FinMark Trust is a non-profit independent trust, funded primarily by the UKaid from the UK Government, and established in March 2002. FinMark Trust’s purpose is ‘Making financial markets work for the poor, by promoting financial inclusion and regional financial integration’. It does this by conducting research to identify the systemic constraints that prevent financial markets from reaching out to these consumers and by advocating for change on the basis of research findings. Thus, FinMark Trust plays a catalytic role, driven by its purpose to start processes of change that ultimately lead to the development of inclusive financial systems that can benefit all consumers. An important tool developed by FinMark Trust is FinScope, a national representative survey of individuals’ perceptions and usage of financial services undertaken now in 15 countries in Africa. FinMark Trust’s Trustees are Cas Coovadia (Chair), Prega Ramsamy (CEO), Ethel Matenge-Sebesho, Ishmael Mkhabela, and Esau Nebwe.

 

 

 

 

 

CAHF TEAM

Kecia Rust is the coordinator of FinMark Trust’s Centre for Affordable Housing Finance in Africa.   She is a housing policy specialist and has worked with both public and private sector practitioners in promoting access to affordable housing and housing finance in Southern Africa for the past 20 years.  Kecia is particularly interested in financial inclusion as it relates to housing finance and the functioning of affordable property markets across Africa.  Kecia Rust holds a Masters of Management degree (1998), earned from the Graduate School of Public and Development Management, University of the Witwatersrand. She obtained her Bachelors Degree with Distinction and Honours in International Studies (1990), from the University of North Carolina at Chapel Hill, USA, where she was a Morehead Scholar.

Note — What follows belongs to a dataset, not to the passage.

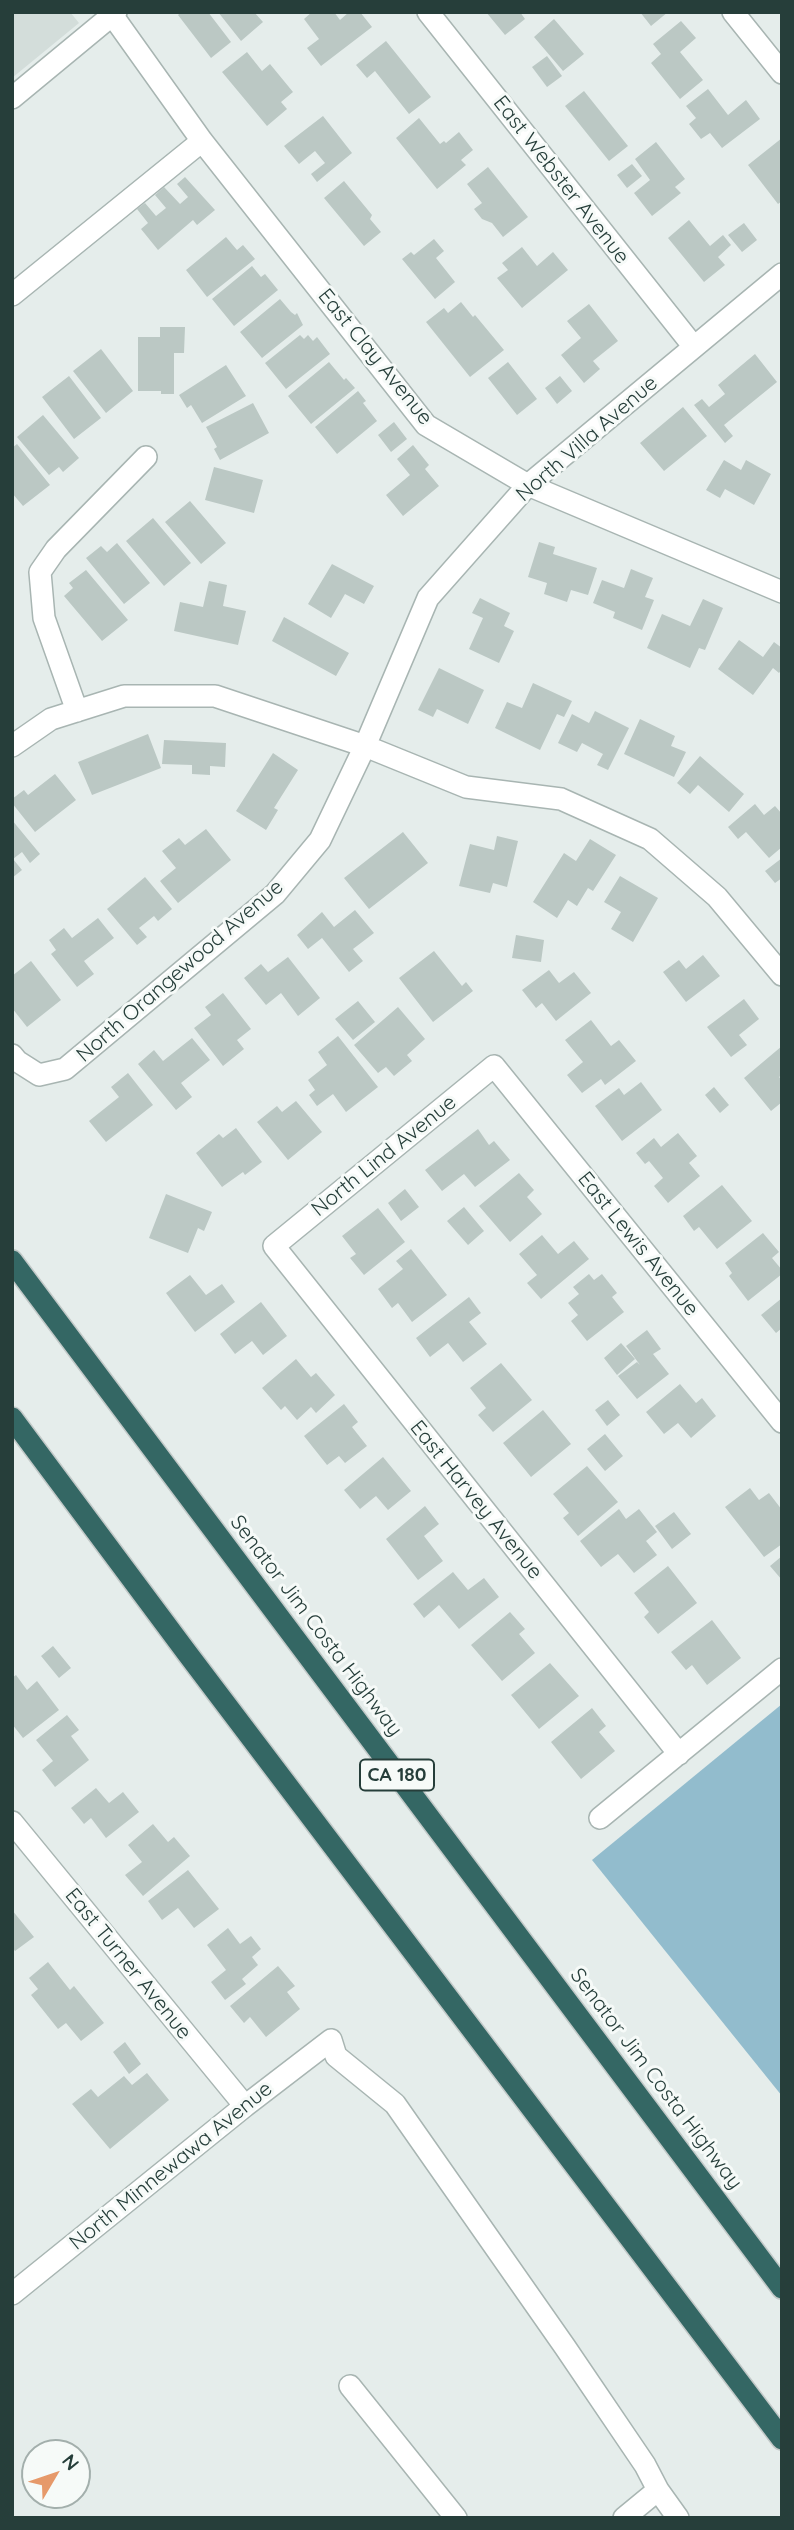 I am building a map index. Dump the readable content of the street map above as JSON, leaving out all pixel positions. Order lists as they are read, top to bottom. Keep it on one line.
{"streets":{"highway":["Senator Jim Costa Highway","CA 180"],"street":["East Webster Avenue","East Clay Avenue","North Villa Avenue","North Orangewood Avenue","North Lind Avenue","East Lewis Avenue","East Harvey Avenue","East Turner Avenue","North Minnewawa Avenue"]},"crossings":[["East Webster Avenue","North Villa Avenue"],["East Clay Avenue","North Villa Avenue"],["North Villa Avenue","North Orangewood Avenue"],["North Lind Avenue","East Lewis Avenue"],["North Lind Avenue","East Harvey Avenue"],["East Turner Avenue","North Minnewawa Avenue"]],"north":"top right"}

Olga Koma is a graduate from the University of the Witwatersrand, and is a Researcher with FinMark Trust’s Centre for Affordable Housing Finance in Africa. She has a Bachelor of Science Degree and an honours degree in Urban and Regional Planning. Her honours thesis investigated the use of technology within three urban settings in Johannesburg. Her current interests are urban studies, African cities discourse, economics, housing and, information and telecommunication technologies within cities.

Lorraine Nzimande is a Researcher and Consultant with Finmark Trust’s Centre for Affordable Housing Finance Africa. She has an honours degree in Urban and Regional Planning (town planning) from the University of the Witwatersrand’s School of Architecture and Planning. For her honours degree, she wrote a thesis on the management challenges of informal markets in Johannesburg. She was enrolled in a Housing specialisation in the Town Planning Course and amongst her interests are urban histories, economics and sociology.

Adelaide Steedley is  the coordinator of the Affordable Land + Housing Data Centre, within FinMark Trust’s Centre for Affordable Housing Finance.  As coordinator, she is implementing a new web-based dashboard (CityMark) to entice the development of affordable housing in South Africa, using innovative geo-located indicators that will provide a much more detailed understanding of neighborhood markets.  Adelaide brings over 20 years of affordable housing and development experience, working with public and private sector partners at the local, regional and national levels across the United States, in ways to entice more efficient development of affordable housing.